Neil shot him a look. “I need to do this.”

“Will it make you stop looking like a twitchy rabbit?”

Neil thought about it. Would it? Would it close the door open in his mind, or throw it even wider? Was there even such a door? Neil’s footing had been tugged away from under him without his noticing, but not knowing why was weighing him down until he was sure he’d drown before the summer was up.

“I have to try,” Neil said, and it was a proof of his deeply rooted care that Andrew didn’t say anything about his phrasing.

“We’re going in a few days,” Andrew said. “I don’t want you driving until your wrist gets stronger.”
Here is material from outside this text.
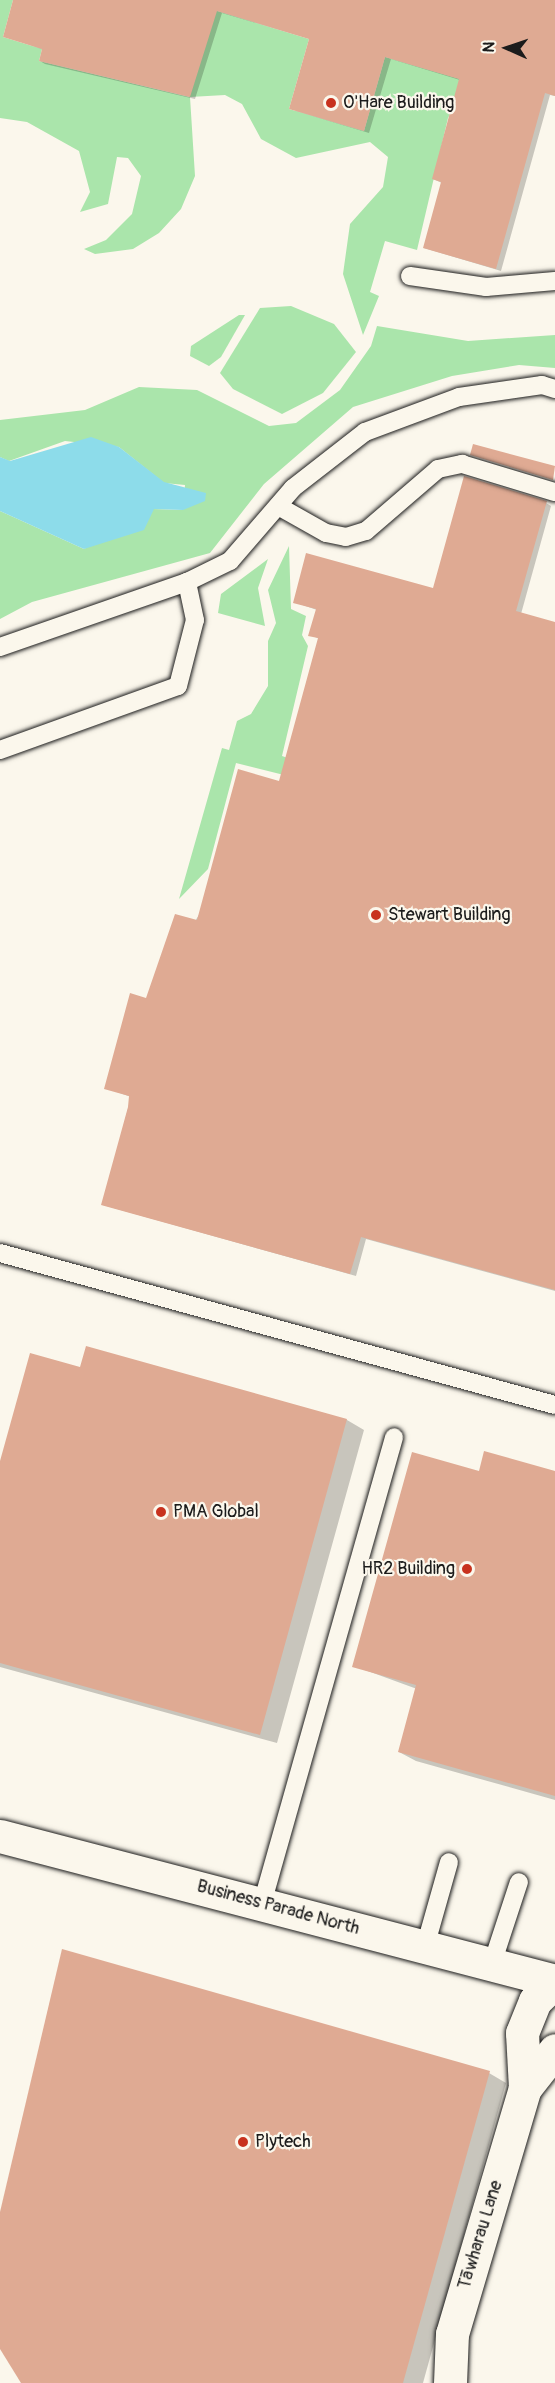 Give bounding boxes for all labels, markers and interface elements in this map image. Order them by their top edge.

Neil looked up, heart catching in his throat. He had known, intellectually, that Andrew would come with him: they were partners, in every meaning of the word, sharing a life.

“Thank you,” he said.

There was nothing to say, but for the first time in several days, Andrew leaned in and placed a gentle kiss on Neil’s mouth.

* * *

_Day 1_

 

The sky was barely brightening up after a rosy sunrise when Neil zipped closed the last of their bags. Almost everything had been loaded in the car already by Andrew while Neil closed off the apartment for several weeks. He stood in the middle of the room, making a quick mental inventory. Packing had always been his forte, but he’d also never had quite as many possessions. There was the knowledge that they were coming back: their roots were buried there. They wouldn’t leave the apartment like an empty shell, as Neil and his mother used to do.

Andrew appeared in the doorway, car keys hooked around his middle fingers, Sir’s pet carrier in his arms. He looked slightly ruffled to Neil’s trained eye. If there was one thing about cat care that Neil had learned in the months of having one, it was that they did not like being put in transport crates.

“Ready?” Neil asked. His smile was too wide: Andrew threw him a look and turned on his heels.

“Waiting on you.”

Andrew traded the pet carrier for the bag hanging from Neil’s shoulder as soon as the front door was closed. He understood why: most of Sir’s volume was hair, but she’d put on weight since they’d taken her in.

“I hope Carla doesn’t feed her too much,” he told Andrew.

“She can starve for all I care.”

Neil rolled his eyes. He rested his head against the window, counting the turns and guiding Andrew from memory. The buildings got lower and sparser until they were well into the suburbs. Nice suburbs, though: a place where an Exy player worth a million dollars could live comfortably.

Andrew didn’t cut the engine off when he pulled in front of Carla Molina’s house; he didn’t come to the door with Neil but helped him get the bag and the crate.

“I’ll be right back.”

Andrew shook out a cigarette and waved it at Neil in answer, his way of telling him to take his time.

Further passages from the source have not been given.